● What this task involves
Within the material below, count each line holding the string "Dwight" and return the total alone.

● Records to use
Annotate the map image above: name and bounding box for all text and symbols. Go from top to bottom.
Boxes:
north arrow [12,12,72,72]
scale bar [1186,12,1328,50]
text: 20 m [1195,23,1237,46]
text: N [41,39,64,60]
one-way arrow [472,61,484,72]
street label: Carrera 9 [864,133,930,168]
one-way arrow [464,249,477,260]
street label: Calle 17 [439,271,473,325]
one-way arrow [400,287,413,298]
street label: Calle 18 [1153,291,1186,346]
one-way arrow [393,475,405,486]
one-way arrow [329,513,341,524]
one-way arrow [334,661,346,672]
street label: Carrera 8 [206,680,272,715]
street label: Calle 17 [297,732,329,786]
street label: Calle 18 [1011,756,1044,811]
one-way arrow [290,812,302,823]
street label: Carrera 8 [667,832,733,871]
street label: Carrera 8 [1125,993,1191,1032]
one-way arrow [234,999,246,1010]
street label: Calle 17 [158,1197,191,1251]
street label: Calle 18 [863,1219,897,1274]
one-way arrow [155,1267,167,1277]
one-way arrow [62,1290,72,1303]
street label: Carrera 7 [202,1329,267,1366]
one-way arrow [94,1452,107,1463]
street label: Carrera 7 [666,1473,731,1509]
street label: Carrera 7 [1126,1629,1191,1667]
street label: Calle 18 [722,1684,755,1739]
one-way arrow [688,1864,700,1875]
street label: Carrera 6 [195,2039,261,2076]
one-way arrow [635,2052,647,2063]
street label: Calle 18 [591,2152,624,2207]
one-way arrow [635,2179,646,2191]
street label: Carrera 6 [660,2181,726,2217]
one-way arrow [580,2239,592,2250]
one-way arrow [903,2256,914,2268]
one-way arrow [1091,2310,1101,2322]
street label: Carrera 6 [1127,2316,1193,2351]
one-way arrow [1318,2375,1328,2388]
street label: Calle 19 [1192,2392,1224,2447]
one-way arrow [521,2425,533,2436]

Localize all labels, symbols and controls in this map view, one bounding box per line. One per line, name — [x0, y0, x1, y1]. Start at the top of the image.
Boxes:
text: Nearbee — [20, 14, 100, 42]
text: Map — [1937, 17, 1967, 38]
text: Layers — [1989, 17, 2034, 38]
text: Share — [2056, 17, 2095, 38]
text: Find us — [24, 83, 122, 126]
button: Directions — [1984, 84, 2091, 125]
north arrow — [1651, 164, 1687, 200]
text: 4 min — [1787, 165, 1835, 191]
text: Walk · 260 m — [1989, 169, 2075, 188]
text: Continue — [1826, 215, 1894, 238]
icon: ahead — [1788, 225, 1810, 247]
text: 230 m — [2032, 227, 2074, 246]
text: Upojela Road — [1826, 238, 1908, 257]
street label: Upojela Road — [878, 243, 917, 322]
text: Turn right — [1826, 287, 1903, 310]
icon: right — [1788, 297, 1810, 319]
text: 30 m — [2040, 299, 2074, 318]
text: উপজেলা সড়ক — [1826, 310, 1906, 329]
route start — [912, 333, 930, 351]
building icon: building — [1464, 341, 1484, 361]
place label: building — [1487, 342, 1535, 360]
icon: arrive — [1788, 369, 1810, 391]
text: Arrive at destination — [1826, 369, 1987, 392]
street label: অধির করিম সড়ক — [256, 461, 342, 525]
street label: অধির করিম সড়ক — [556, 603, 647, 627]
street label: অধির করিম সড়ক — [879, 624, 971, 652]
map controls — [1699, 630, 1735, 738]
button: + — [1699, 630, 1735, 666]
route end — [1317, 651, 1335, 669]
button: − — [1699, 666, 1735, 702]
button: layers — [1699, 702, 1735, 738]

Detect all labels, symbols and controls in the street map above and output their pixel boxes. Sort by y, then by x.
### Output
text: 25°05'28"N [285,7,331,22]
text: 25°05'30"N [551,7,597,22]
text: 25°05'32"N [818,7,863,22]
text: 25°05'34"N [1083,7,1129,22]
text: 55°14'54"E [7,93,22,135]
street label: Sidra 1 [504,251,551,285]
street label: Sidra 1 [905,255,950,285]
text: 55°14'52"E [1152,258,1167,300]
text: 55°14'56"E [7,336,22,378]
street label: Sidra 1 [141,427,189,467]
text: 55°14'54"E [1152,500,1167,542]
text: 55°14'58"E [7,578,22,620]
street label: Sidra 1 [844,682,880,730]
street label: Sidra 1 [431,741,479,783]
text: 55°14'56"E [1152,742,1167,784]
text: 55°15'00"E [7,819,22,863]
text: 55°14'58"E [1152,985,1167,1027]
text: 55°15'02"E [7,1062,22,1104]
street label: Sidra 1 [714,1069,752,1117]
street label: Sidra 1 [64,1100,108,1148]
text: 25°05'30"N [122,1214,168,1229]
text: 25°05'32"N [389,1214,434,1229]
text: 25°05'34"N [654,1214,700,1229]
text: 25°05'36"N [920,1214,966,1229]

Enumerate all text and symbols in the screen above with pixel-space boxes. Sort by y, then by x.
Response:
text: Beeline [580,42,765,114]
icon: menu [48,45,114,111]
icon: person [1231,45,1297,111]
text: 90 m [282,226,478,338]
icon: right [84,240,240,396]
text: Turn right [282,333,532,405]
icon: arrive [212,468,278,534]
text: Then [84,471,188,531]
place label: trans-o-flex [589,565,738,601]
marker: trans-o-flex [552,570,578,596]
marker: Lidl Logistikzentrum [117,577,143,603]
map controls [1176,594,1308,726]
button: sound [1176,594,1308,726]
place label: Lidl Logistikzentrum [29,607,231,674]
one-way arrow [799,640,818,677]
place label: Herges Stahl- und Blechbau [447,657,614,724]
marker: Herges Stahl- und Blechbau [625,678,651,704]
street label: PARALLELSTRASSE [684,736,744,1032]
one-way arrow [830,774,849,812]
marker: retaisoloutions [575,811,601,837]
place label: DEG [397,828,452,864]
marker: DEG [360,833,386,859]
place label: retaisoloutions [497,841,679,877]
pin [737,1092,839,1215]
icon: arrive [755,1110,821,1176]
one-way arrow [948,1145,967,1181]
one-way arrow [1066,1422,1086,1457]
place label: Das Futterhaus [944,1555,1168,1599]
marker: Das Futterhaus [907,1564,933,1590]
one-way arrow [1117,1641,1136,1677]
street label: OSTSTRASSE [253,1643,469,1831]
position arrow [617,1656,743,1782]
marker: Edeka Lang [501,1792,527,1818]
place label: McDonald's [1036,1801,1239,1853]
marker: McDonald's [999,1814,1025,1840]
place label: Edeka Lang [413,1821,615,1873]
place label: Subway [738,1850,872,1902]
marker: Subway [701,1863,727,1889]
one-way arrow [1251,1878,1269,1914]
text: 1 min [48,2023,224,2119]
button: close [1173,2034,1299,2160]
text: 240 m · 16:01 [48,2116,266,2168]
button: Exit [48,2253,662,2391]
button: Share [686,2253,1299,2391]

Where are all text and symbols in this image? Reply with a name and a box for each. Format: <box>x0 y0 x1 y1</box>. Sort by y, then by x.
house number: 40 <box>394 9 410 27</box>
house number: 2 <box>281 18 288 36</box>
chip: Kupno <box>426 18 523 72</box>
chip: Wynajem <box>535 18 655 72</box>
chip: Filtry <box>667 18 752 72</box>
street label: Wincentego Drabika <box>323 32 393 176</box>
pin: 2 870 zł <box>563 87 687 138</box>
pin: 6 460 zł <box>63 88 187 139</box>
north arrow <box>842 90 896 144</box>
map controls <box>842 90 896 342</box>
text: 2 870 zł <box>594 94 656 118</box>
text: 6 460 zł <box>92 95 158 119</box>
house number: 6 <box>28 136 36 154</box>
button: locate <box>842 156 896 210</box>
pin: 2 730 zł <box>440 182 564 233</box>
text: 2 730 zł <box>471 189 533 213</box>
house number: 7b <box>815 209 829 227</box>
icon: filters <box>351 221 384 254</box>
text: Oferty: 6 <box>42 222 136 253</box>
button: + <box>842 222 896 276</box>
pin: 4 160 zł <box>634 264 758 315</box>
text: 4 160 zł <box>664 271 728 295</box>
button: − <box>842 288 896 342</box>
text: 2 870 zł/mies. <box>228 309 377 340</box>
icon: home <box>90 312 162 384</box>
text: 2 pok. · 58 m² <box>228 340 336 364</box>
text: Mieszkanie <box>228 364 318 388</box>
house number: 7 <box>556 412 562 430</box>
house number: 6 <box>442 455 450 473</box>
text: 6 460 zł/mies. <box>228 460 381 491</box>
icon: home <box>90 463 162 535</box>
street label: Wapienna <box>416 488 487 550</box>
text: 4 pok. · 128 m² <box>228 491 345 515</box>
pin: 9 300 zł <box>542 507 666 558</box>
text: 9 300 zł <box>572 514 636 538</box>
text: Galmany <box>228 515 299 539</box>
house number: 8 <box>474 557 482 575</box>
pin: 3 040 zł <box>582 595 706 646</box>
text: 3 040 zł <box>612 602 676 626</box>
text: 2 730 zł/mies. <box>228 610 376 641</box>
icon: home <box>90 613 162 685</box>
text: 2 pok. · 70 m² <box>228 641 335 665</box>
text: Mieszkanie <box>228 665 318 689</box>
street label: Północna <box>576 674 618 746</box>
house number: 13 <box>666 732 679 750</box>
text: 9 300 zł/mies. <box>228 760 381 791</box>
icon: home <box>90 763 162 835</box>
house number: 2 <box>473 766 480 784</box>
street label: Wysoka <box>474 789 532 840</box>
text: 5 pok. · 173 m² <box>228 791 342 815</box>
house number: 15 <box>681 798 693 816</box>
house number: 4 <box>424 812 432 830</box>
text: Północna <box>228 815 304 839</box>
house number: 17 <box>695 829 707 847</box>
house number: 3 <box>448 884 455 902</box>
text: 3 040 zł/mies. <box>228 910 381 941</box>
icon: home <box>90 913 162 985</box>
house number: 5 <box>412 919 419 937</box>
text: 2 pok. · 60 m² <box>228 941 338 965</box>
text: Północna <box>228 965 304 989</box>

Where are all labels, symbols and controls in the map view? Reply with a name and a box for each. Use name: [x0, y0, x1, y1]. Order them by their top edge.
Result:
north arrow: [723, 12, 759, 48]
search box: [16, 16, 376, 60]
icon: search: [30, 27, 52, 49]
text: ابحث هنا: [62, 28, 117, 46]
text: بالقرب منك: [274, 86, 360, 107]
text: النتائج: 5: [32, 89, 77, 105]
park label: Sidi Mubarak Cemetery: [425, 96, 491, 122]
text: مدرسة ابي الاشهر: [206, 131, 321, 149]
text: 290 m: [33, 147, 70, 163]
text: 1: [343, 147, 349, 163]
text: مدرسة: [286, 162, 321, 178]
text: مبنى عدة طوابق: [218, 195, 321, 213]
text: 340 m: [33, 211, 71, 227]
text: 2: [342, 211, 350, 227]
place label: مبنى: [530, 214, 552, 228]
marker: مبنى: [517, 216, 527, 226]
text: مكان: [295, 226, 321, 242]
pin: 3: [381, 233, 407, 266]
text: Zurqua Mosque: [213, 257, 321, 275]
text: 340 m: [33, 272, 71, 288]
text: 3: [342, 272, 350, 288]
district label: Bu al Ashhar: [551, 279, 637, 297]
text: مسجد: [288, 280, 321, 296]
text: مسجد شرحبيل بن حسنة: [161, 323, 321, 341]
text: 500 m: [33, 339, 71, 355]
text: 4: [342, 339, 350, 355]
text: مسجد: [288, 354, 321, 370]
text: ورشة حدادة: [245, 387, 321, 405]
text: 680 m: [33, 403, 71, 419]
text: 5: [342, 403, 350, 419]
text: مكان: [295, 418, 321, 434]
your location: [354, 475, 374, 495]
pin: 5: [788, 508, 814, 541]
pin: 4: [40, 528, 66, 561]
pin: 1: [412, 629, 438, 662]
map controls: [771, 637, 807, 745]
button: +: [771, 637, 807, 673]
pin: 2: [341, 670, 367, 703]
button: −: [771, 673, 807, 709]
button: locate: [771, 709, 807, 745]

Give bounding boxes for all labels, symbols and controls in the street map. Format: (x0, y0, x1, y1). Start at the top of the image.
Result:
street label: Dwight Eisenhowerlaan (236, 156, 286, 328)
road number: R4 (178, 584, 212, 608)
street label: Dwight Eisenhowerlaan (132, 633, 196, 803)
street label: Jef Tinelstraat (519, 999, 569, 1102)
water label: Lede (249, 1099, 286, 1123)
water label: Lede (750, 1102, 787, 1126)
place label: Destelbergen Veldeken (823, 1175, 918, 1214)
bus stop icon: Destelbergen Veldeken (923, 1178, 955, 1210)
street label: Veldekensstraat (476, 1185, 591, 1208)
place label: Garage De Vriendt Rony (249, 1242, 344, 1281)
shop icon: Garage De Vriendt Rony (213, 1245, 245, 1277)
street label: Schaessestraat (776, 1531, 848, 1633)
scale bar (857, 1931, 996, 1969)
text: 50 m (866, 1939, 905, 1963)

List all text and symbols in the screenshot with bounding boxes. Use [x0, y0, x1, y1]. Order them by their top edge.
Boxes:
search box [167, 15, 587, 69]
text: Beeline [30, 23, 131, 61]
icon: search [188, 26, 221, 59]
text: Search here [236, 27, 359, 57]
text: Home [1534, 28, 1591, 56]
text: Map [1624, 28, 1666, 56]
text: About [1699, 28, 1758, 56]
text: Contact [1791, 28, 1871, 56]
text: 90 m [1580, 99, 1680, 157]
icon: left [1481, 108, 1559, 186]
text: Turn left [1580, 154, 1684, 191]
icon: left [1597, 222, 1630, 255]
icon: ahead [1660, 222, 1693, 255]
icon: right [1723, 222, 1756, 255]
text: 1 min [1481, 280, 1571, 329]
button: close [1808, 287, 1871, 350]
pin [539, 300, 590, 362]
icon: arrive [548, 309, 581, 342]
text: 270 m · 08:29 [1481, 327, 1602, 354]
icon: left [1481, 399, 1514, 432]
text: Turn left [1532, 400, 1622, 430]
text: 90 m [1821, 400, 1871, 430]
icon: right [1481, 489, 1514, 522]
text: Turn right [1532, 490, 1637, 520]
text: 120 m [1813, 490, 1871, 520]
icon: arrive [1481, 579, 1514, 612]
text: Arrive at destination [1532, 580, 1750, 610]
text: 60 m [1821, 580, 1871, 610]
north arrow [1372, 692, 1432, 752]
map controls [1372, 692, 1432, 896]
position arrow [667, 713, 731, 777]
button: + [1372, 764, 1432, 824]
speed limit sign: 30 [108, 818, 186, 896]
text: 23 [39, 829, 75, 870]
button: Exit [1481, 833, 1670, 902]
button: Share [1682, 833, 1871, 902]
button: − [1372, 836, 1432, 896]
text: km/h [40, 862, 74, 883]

● Exercise response
2